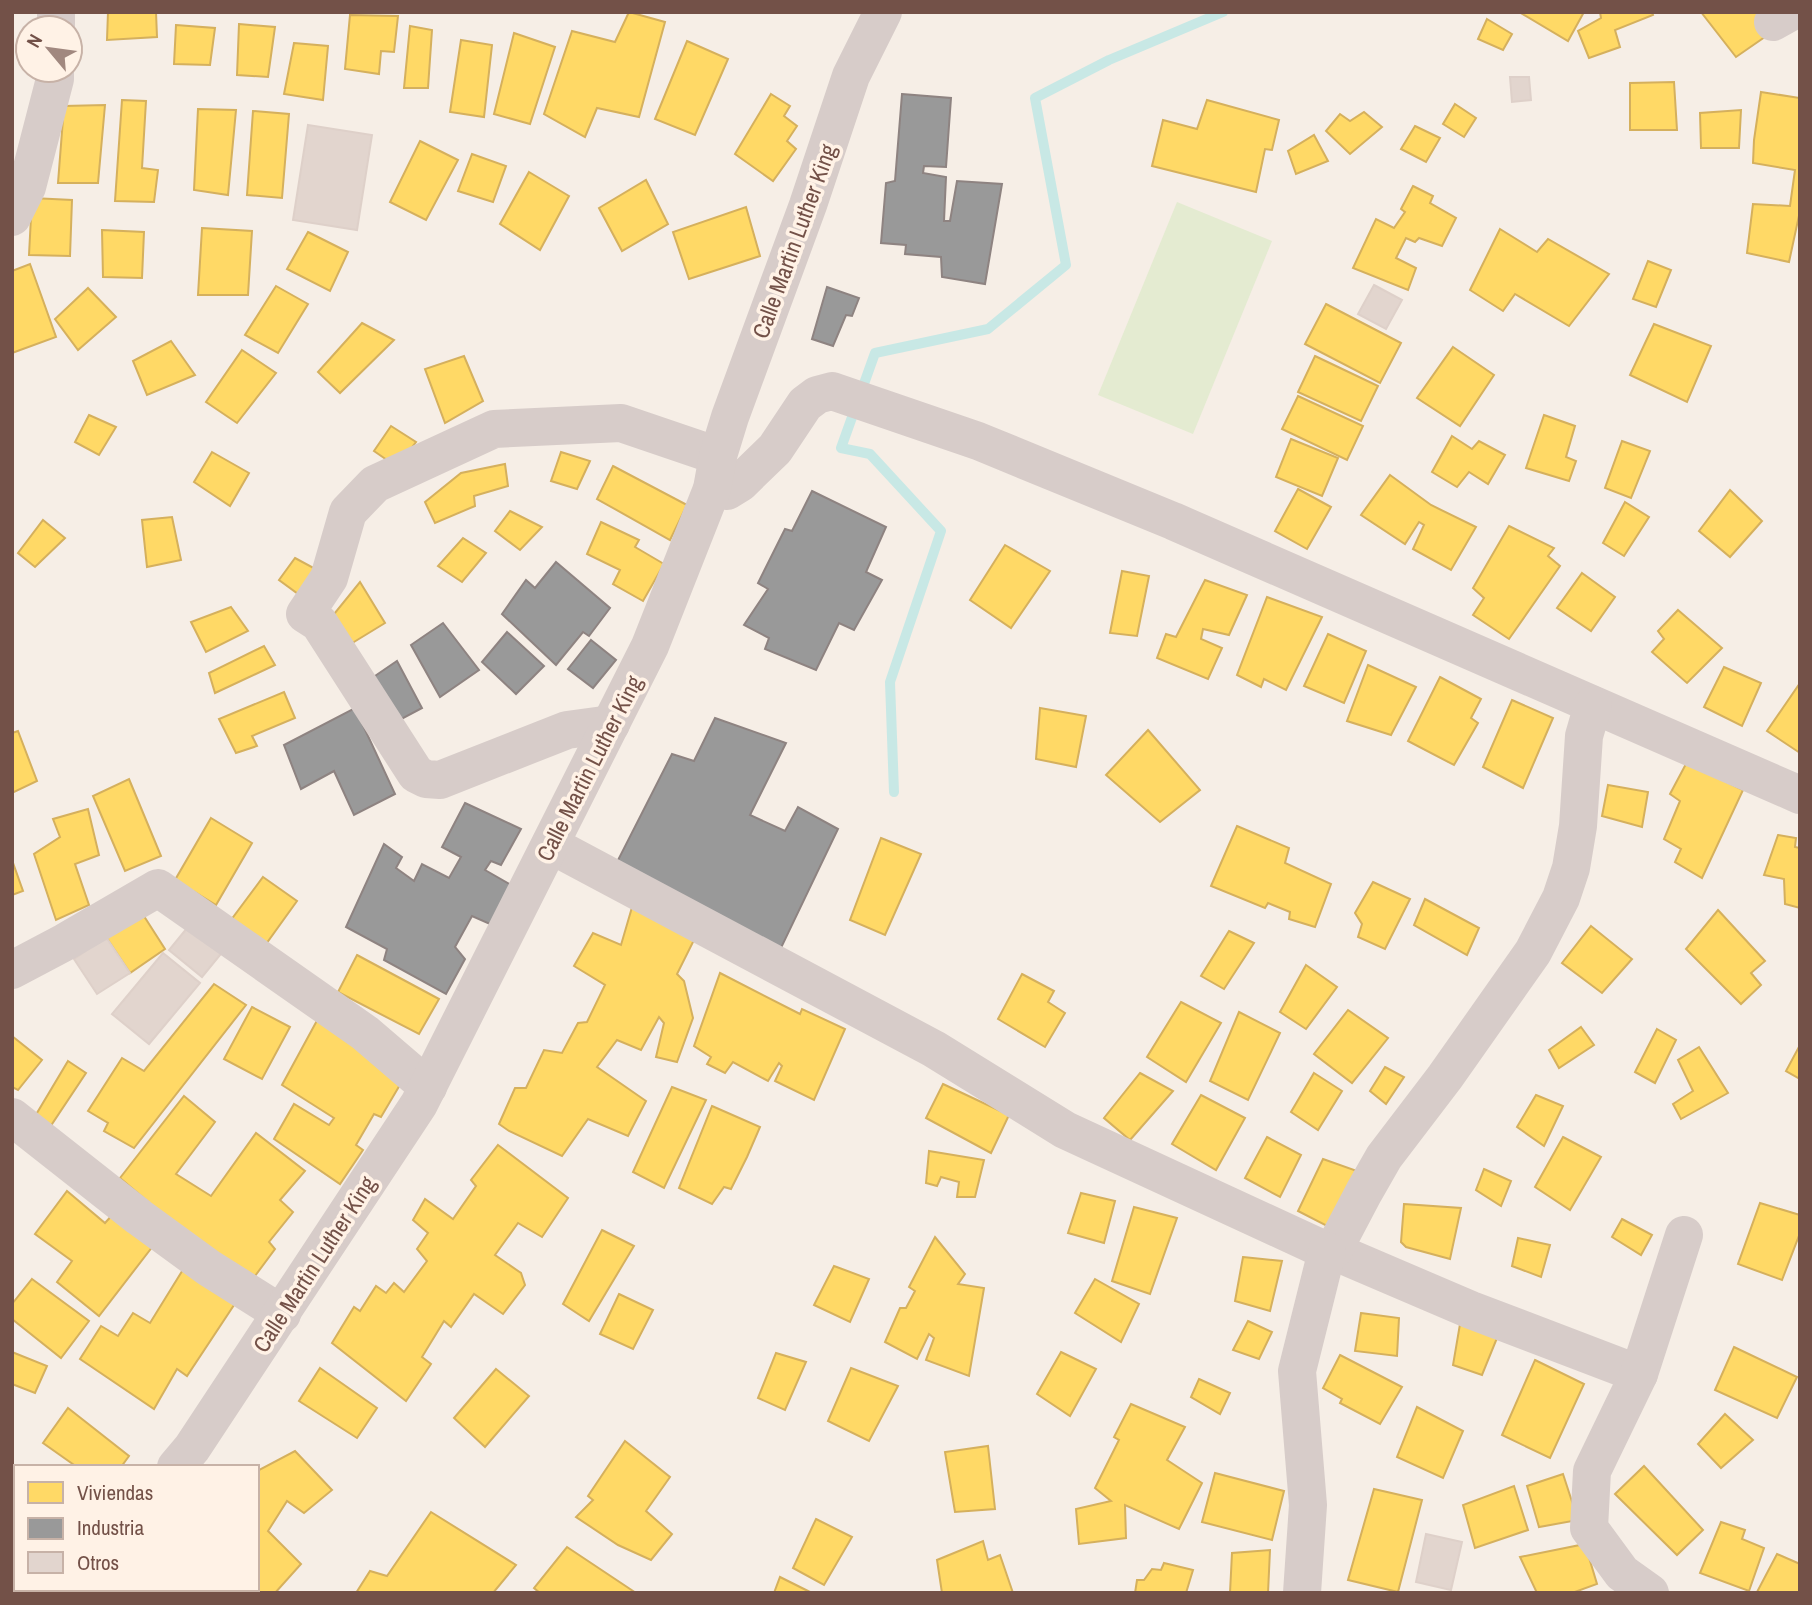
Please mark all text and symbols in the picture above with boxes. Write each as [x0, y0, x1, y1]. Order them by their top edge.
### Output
north arrow [14, 14, 84, 84]
text: N [20, 30, 48, 52]
street label: Calle Martin Luther King [744, 139, 844, 342]
street label: Calle Martin Luther King [529, 669, 649, 866]
street label: Calle Martin Luther King [245, 1169, 383, 1358]
legend [14, 1465, 259, 1591]
text: Viviendas [77, 1478, 153, 1507]
text: Industria [77, 1513, 144, 1542]
text: Otros [77, 1548, 119, 1577]

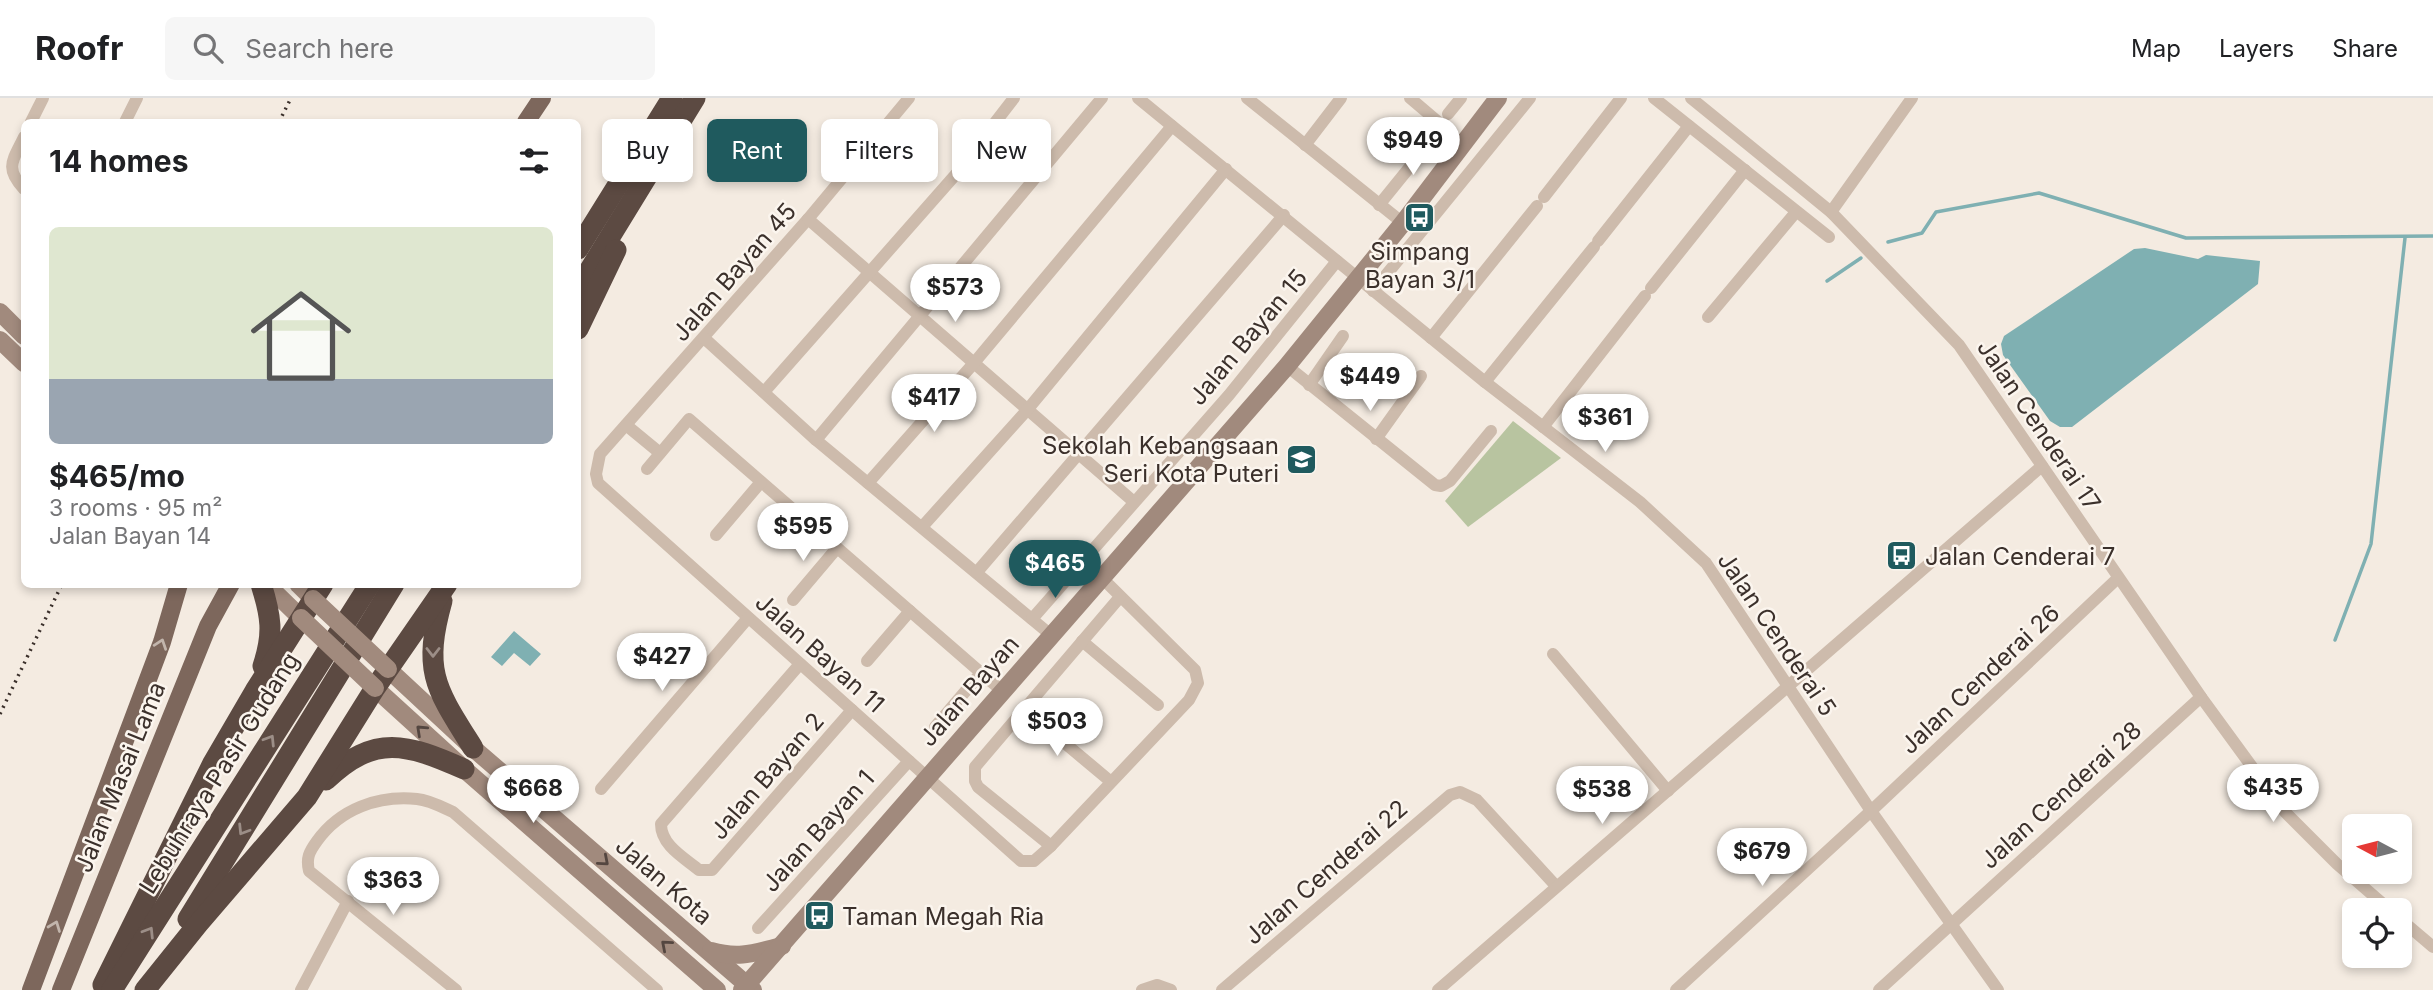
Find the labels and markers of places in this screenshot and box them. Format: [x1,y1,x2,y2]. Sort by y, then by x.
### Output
pin: $949 [1372,118,1454,177]
bus stop icon: Simpang Bayan 3/1 [1403,200,1437,234]
place label: Simpang Bayan 3/1 [1365,237,1475,294]
pin: $573 [914,264,996,324]
pin: $449 [1329,354,1411,413]
pin: $417 [893,374,975,434]
pin: $361 [1564,394,1646,454]
place label: Sekolah Kebangsaan Seri Kota Puteri [1042,431,1279,488]
school or university icon: Sekolah Kebangsaan Seri Kota Puteri [1285,442,1319,476]
pin: $595 [762,504,844,563]
bus stop icon: Jalan Cenderai 7 [1885,539,1919,573]
pin: $465 [1014,540,1096,600]
place label: Jalan Cenderai 7 [1925,542,2115,571]
pin: $427 [621,634,703,693]
pin: $503 [1016,698,1098,758]
pin: $435 [2232,764,2314,824]
pin: $668 [492,766,574,825]
pin: $538 [1561,766,1643,826]
pin: $679 [1721,828,1803,888]
pin: $363 [352,858,434,917]
bus stop icon: Taman Megah Ria [802,899,836,933]
place label: Taman Megah Ria [842,902,1044,931]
- - -
Exercise requirements: Pull out every line of the records that includes the string "them".

Response area:
Please mark all text and symbols in the picture above with boxes. Write each as [x0, y0, x1, y1]. Order them by their top edge.
Find the labels and markers of places in this screenshot and box them. Format: [x1,y1,x2,y2]. Sort by y, then by x.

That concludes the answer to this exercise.